There has been some very good research in this area, but a lot of it is limited either because there’s a lack of funding, or because certain topics (i.e. how we date online) are not a priority (unless twinned with research on STIs). I’ve been particularly concerned with research on young people online. For example one study, which had a lot of attention, involved practitioners searching people’s MySpace accounts and telling them off for having sexual content. When young people removed said content it was interpreted as researchers as a form of behaviour change. They advocated this as a means for practitioners to get involved online (paper linked here) I felt they had merely shown young people, when sent an unsolicited message from a medic, removed some or all of their profiles. It did not show they had changed their behaviour. Nor were suggestive photos or discussions about sex a surefire sign young people were sexually active. The focus more on young women doing this felt like an exercise in ‘slut shaming’ to me and raised numerous ethical questions I was surprised reviewers didn’t pick up on. (This is interesting compared to other studies which indicate most young people use social networking sites sensibly, or recommend young people need to know the pros and cons of such sites, and parents play a role in educating/protecting their children).

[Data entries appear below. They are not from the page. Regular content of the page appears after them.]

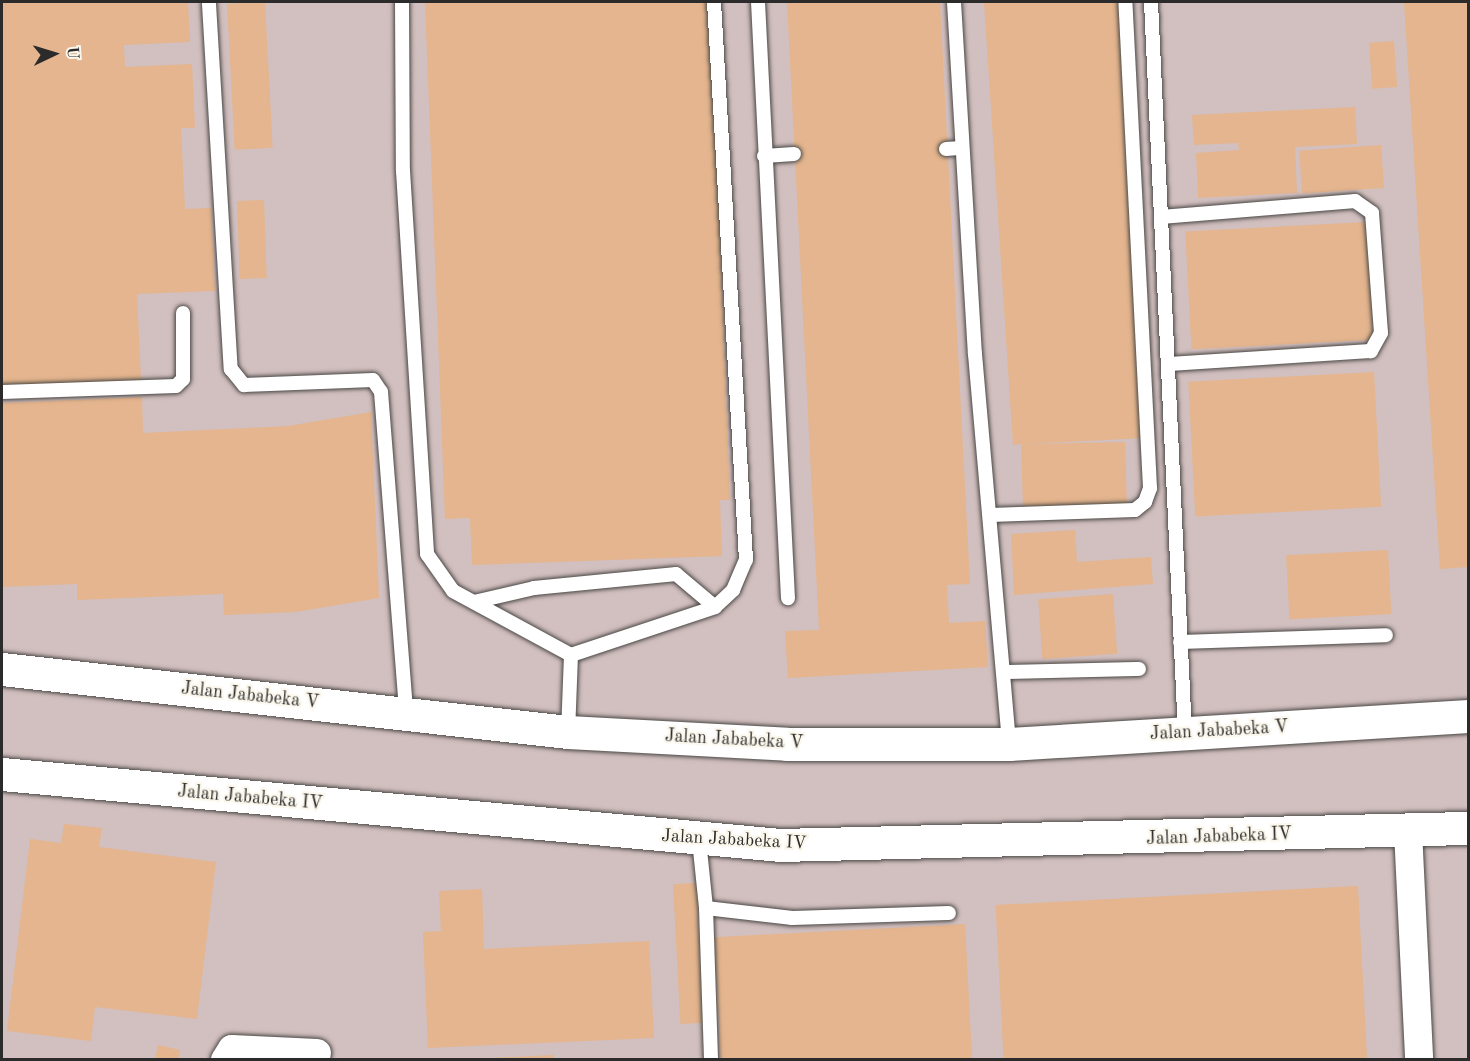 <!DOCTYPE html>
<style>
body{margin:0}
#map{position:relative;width:1470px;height:1061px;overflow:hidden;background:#f6ebd6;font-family:"Old Standard TT",serif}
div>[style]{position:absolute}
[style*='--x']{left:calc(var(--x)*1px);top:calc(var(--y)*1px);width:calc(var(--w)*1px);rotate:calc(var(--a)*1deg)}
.industrial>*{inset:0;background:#d2bfbf;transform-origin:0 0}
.building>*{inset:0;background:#e4b58e;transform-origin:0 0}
.roads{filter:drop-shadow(0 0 2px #494845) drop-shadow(0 0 2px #494845)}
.lane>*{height:14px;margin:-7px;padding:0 7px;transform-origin:7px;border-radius:7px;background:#fff}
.street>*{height:28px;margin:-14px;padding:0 14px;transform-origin:14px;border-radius:14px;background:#fff}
.secondary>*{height:33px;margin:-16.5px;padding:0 16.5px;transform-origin:16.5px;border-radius:16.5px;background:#fff}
span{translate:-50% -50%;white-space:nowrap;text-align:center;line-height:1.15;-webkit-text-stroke:4.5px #fbf7ec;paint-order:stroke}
.street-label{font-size:18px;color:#2b2b2b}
.frame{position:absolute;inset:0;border:3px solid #2b2b2b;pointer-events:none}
.north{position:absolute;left:24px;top:24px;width:60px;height:60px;-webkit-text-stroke:4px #fbf7ec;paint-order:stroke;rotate:86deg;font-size:16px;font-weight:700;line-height:24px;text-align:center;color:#2b2b2b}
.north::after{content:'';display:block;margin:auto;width:21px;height:27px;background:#2b2b2b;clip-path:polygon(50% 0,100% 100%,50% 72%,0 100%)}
</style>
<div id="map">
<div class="industrial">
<i style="left:2px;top:2px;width:1466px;height:1058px"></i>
</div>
<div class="building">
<i style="clip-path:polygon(2px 2px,188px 2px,190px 42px,124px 45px,125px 67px,192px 64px,195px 128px,181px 128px,185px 209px,211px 208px,215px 291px,137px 294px,141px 380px,2px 388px)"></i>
<i style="left:265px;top:2px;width:146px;height:38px;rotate:87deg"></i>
<i style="clip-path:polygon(425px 2px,711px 2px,730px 500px,720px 500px,722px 556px,472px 565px,470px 518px,445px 519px)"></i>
<i style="clip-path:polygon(787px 2px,940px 2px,970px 584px,947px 585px,949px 623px,985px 621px,988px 667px,788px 678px,785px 631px,819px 630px)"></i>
<i style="clip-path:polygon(984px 2px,1121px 2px,1145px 438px,1025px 444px,1125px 442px,1127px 506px,1023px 510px,1021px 444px,1013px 445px)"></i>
<i style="clip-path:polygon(1404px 2px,1468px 2px,1468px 567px,1440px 569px)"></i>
<i style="left:1394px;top:41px;width:46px;height:25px;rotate:86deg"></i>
<i style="clip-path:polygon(1355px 107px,1357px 144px,1295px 147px,1297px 193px,1198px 198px,1196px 153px,1239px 150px,1238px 143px,1194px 145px,1192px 115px)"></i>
<i style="left:1381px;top:145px;width:43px;height:82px;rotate:86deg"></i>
<i style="left:264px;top:200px;width:78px;height:27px;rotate:88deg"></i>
<i style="left:1367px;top:222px;width:118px;height:182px;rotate:87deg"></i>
<i style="left:1374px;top:372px;width:135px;height:186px;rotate:87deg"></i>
<i style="clip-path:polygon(142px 397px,143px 433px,288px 426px,371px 412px,379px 598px,296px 612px,224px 615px,223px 594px,77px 600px,77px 584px,2px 587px,2px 403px)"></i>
<i style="clip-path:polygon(1075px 530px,1077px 562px,1151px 557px,1153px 584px,1014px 595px,1011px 534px)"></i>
<i style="left:1388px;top:550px;width:64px;height:102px;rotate:87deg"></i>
<i style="left:1113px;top:594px;width:60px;height:75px;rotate:86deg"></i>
<i style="clip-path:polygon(64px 824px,102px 828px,99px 847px,216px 862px,197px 1019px,95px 1007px,91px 1041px,7px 1031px,30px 839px,61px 843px)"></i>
<i style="left:696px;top:883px;width:140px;height:23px;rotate:87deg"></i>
<i style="left:1358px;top:886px;width:174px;height:363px;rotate:87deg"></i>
<i style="clip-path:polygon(482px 889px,484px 949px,649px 941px,654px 1038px,428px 1048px,423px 932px,441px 931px,439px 891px)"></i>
<i style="left:965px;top:924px;width:136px;height:251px;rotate:87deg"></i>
<i style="clip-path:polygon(158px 1045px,180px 1050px,178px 1060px,155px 1060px)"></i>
<i style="clip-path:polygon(554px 1055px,554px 1060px,491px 1060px,491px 1058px)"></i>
</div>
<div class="roads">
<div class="lane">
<i style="--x:402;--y:2;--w:169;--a:89.7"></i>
<i style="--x:403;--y:171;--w:384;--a:86.4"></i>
<i style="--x:427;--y:554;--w:45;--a:54.9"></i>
<i style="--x:453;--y:591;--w:134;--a:28.5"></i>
<i style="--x:571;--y:655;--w:77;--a:92.2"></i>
<i style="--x:758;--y:2;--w:597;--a:87.12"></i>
<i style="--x:954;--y:2;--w:353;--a:86.6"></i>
<i style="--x:975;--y:354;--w:391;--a:85"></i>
<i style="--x:1151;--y:2;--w:732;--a:87.34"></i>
<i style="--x:209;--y:4;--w:366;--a:86.6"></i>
<i style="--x:231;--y:369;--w:21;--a:51"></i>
<i style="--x:244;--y:385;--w:129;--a:-2.2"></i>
<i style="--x:373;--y:380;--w:14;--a:56"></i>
<i style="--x:381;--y:392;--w:322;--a:85.5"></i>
<i style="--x:946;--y:149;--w:16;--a:-4"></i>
<i style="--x:764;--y:156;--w:30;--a:-4"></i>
<i style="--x:1161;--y:217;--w:195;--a:-4.7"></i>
<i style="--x:1355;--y:201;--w:21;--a:35"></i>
<i style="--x:1372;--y:213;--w:120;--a:85.7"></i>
<i style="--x:1381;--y:333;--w:21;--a:119"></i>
<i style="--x:1371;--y:351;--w:203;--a:176.3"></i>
<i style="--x:2;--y:392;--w:174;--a:-2"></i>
<i style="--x:176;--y:386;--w:10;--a:-45"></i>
<i style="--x:183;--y:379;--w:66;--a:-90"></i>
<i style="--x:990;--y:515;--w:145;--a:-2"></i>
<i style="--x:1135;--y:510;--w:13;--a:-39"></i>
<i style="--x:1145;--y:502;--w:15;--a:-70"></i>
<i style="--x:1150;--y:488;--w:487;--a:-92.9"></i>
<i style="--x:474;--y:602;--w:62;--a:-13.1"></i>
<i style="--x:534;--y:588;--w:143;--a:-5.6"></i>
<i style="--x:676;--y:574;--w:51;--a:40.2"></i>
<i style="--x:1180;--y:642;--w:206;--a:-1.9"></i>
<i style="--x:571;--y:655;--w:152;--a:-18.4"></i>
<i style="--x:715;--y:607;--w:25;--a:-43"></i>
<i style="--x:733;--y:590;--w:33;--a:-67"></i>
<i style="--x:746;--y:560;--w:559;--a:-93.28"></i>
<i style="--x:1004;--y:672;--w:135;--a:-1.3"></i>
<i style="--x:699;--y:840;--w:68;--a:84.1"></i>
<i style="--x:706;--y:908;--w:87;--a:6.6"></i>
<i style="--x:792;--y:918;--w:157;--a:-1.8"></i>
<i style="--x:706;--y:908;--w:152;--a:88.1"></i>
</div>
<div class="street">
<i style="--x:1408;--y:831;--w:229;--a:87.2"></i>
<i style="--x:225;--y:1060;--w:13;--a:-58"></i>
<i style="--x:232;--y:1049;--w:85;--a:2.7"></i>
</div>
<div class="secondary">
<i style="--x:2;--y:669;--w:569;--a:6.35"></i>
<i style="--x:568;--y:732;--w:219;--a:3.1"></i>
<i style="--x:787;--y:744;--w:222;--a:0"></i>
<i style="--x:1009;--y:744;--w:460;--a:-3.5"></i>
<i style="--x:2;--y:774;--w:781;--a:5.21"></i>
<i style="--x:780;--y:845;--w:688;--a:-1.42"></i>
</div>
</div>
<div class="street-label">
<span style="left:250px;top:696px;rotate:6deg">Jalan Jababeka V</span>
<span style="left:1219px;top:731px;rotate:-3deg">Jalan Jababeka V</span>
<span style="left:734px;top:740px;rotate:3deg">Jalan Jababeka V</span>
<span style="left:250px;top:798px;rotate:5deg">Jalan Jababeka IV</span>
<span style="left:1219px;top:837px;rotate:-2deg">Jalan Jababeka IV</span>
<span style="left:734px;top:840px;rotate:3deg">Jalan Jababeka IV</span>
</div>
<div class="frame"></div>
<div class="north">U</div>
</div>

Much of this kind of research comes from medicine (particularly sexual health or paediatrics). From practitioners who often know a lot about young people or sexual health, but often don’t know much about research methods or particularly the online environment. So you get studies that tend to follow rather than question moral panics (for example on sexting, coercion, risky behaviour) and which see ‘the Internet’ as one thing that directly harms young people. The opportunity for young people to get advice online (particularly for LGBT, disabled, BME and at risk youth) is often forgotten. A classic example of this in practice can be found in this position paper on the media and YP from Paediatrics. It suggests the media, and particularly Internet, encourages young people to view/consider sex. It fails to acknowledge for many teens the biggest trend is in ‘abstinence media’ (ie Twilight, High School Musical).
Because of a lack of understanding about young people, critical research on sex, and particularly online environments, there is a danger funding bodies pay for research to be done on young people/sex/Web that are outdated before they begin. Researchers can be equally ill informed, so design studies that are well intentioned but don’t fully focus on the issues affecting young people and the Web. Reviewers and journal editors also may lack awareness to be able to evaluate research/interventions.
Some work appears to reinvent the wheel also. For example there are plenty of youth websites and sources where young people can be researched about online activity. Yet we see researchers with little or no knowledge of youth journalism and the Web setting up their own websites or forums to ‘test’ young people’s Internet use. This creates static and artificial situations where young people’s Web use is not truly assessed. The worry comes where such studies show the Web is either helpful or harmful to young people, when in fact their real interactions online have not fully been explored.